Entries taken from a collection:

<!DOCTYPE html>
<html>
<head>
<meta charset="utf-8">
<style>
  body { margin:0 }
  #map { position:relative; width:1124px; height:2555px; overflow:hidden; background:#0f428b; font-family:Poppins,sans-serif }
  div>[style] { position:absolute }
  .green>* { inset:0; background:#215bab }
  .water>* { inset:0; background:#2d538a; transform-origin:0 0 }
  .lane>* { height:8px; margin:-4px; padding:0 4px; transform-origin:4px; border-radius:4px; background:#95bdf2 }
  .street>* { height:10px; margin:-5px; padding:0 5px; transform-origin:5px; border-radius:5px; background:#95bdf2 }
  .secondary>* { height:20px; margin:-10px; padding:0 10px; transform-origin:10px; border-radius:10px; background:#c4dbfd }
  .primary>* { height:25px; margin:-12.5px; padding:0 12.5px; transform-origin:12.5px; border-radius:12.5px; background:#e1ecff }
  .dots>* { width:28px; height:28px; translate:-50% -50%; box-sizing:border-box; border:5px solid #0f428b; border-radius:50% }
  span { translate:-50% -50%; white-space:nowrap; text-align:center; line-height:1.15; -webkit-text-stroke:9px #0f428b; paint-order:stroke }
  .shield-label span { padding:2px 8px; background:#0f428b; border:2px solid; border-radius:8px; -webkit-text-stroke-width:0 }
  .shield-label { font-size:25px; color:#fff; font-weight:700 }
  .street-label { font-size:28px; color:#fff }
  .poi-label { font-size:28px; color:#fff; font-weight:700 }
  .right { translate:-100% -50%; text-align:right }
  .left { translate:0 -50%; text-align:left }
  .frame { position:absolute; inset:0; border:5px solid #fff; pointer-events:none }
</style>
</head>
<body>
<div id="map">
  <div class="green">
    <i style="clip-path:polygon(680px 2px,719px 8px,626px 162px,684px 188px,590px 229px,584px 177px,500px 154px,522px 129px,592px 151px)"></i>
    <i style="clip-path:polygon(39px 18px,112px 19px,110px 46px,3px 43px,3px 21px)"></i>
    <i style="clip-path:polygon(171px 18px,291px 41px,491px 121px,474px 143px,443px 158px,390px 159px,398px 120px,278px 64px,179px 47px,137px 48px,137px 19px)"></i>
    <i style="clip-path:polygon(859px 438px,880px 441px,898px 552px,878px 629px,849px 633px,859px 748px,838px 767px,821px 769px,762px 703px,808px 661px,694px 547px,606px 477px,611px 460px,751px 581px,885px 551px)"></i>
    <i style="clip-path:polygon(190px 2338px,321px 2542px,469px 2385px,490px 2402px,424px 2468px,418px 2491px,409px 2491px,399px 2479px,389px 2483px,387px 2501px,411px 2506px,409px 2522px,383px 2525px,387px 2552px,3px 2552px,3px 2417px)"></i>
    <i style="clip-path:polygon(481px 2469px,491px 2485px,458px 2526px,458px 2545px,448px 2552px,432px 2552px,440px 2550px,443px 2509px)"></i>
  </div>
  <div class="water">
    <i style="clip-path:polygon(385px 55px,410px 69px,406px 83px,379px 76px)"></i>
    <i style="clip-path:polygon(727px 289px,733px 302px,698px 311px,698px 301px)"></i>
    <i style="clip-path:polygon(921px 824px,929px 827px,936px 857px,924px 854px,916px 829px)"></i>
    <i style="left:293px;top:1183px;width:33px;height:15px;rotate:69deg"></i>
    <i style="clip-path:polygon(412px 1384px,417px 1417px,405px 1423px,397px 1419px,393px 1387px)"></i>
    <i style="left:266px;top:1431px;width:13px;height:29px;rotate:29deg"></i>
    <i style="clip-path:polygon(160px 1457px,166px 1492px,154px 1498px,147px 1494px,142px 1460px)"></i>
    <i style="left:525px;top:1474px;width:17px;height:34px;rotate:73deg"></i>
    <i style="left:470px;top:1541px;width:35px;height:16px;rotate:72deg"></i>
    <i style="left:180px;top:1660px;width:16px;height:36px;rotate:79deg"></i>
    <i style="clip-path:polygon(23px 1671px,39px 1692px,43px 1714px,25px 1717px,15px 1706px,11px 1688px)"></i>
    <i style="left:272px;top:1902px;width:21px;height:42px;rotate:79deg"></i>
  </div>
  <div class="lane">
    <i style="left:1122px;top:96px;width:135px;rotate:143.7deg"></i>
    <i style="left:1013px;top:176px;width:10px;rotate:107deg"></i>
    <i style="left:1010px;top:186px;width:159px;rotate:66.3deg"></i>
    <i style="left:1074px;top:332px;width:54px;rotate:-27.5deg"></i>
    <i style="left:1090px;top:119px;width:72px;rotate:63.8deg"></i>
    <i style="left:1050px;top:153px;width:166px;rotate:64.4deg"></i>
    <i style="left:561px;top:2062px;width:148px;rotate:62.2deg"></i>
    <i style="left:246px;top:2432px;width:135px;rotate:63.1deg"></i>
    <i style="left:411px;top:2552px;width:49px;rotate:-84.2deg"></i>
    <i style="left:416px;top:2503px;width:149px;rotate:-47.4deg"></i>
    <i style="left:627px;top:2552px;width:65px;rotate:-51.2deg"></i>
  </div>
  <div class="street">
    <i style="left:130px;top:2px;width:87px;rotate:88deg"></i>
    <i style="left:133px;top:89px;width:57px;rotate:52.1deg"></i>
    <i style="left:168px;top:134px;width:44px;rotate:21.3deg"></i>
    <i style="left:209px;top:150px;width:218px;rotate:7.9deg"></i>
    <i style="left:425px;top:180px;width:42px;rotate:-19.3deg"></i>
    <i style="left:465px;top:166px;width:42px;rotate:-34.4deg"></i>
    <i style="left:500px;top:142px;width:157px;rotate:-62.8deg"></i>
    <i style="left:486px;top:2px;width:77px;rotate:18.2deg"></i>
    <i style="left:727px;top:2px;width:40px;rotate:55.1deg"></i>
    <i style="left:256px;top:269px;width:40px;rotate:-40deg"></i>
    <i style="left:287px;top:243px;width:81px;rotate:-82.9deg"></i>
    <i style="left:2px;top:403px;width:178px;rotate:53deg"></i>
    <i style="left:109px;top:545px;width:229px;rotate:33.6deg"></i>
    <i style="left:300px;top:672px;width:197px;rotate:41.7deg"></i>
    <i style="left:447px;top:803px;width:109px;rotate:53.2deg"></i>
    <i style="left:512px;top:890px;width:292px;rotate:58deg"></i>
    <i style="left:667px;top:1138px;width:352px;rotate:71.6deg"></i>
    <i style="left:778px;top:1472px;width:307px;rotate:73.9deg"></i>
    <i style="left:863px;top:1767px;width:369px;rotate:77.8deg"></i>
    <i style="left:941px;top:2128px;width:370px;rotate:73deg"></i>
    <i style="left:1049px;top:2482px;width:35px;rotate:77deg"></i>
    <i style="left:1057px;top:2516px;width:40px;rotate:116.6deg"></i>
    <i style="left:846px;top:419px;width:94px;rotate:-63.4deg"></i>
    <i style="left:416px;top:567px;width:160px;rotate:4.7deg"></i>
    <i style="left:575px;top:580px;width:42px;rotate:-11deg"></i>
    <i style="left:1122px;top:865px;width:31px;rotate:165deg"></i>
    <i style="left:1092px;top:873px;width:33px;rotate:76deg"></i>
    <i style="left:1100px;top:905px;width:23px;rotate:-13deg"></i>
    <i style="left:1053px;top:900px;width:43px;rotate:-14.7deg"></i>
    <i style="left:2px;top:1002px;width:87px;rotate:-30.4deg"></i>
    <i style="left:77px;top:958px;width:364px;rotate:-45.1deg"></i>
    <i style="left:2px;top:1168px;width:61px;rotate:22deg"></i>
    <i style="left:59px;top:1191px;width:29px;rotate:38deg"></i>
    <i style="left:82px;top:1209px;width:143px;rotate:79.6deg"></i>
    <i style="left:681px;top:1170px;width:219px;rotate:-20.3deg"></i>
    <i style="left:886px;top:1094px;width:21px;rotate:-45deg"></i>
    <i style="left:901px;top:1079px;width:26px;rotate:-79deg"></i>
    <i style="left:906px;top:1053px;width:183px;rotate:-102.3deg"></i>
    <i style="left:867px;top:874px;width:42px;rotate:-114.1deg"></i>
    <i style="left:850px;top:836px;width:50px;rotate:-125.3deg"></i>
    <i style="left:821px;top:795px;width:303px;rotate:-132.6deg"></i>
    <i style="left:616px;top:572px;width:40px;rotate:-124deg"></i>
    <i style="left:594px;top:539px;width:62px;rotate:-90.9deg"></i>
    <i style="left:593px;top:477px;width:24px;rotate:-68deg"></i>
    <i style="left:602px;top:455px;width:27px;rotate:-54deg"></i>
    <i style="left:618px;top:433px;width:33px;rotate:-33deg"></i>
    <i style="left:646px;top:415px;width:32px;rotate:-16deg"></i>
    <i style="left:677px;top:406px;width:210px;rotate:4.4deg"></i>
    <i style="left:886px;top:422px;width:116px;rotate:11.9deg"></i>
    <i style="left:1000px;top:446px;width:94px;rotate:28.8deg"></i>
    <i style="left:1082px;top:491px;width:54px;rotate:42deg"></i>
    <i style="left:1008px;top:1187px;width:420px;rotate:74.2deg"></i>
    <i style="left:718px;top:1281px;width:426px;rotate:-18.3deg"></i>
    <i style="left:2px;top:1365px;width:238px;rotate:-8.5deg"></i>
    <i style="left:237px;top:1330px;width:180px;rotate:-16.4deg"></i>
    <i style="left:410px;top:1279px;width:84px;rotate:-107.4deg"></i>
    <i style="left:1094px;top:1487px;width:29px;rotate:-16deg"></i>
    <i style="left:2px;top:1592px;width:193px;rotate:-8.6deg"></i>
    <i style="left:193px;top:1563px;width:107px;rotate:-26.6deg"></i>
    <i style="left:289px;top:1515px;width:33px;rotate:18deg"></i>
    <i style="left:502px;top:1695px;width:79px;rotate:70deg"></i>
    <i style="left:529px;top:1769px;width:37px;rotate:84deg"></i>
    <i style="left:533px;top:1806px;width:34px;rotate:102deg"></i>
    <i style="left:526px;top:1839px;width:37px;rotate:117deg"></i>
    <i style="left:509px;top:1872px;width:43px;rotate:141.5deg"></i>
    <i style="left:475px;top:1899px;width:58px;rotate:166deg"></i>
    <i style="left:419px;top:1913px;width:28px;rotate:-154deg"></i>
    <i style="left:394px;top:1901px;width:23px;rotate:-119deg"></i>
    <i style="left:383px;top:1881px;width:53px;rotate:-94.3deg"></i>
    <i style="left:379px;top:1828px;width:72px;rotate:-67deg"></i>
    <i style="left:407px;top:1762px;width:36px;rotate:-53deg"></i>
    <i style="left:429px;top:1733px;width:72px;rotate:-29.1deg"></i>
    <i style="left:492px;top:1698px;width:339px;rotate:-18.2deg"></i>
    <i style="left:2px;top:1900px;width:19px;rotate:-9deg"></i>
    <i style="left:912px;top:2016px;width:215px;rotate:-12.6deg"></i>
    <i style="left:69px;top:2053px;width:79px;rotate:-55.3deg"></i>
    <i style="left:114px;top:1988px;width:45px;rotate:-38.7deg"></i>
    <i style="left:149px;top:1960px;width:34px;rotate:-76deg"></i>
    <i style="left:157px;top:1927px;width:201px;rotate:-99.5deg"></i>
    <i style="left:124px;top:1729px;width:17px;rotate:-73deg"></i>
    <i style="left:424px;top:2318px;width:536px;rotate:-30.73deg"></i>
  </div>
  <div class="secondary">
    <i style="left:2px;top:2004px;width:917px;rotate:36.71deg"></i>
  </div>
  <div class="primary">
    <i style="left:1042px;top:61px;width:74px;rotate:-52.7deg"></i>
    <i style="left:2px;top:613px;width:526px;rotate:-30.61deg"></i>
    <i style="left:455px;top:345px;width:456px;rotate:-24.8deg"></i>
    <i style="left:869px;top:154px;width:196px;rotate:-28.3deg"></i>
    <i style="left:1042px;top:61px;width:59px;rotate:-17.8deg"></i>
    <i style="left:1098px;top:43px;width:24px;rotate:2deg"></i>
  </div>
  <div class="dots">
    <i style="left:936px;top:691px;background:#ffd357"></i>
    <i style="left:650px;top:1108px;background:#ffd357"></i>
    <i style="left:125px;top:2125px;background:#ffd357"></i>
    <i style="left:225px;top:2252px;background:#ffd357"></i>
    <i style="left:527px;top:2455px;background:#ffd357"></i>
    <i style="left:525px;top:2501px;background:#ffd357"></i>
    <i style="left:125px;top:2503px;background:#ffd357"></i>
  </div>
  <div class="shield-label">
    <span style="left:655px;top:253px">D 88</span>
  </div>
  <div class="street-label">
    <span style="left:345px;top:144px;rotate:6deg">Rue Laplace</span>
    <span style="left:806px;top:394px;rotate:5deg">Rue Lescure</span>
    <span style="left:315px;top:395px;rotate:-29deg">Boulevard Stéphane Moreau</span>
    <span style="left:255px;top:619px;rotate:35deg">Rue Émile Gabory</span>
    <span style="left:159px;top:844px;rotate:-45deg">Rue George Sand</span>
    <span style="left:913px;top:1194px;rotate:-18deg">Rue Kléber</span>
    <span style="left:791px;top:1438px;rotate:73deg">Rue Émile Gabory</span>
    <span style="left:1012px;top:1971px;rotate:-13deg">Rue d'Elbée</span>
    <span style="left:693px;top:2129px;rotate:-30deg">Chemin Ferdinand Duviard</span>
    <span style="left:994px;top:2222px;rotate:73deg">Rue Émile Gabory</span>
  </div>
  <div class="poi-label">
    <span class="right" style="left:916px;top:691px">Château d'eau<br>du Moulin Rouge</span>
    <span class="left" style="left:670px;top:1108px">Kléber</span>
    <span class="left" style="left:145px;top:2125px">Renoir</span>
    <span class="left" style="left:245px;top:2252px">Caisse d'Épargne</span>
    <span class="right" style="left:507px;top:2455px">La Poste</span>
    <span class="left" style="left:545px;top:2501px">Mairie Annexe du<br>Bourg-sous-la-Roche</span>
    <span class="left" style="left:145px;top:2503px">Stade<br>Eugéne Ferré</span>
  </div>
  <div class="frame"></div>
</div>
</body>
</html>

# PROMPT
Your answer should consist of each line of the data above in which the word "water" occurs.

# RESPONSE TO THIS TASK
  .water>* { inset:0; background:#2d538a; transform-origin:0 0 }
  <div class="water">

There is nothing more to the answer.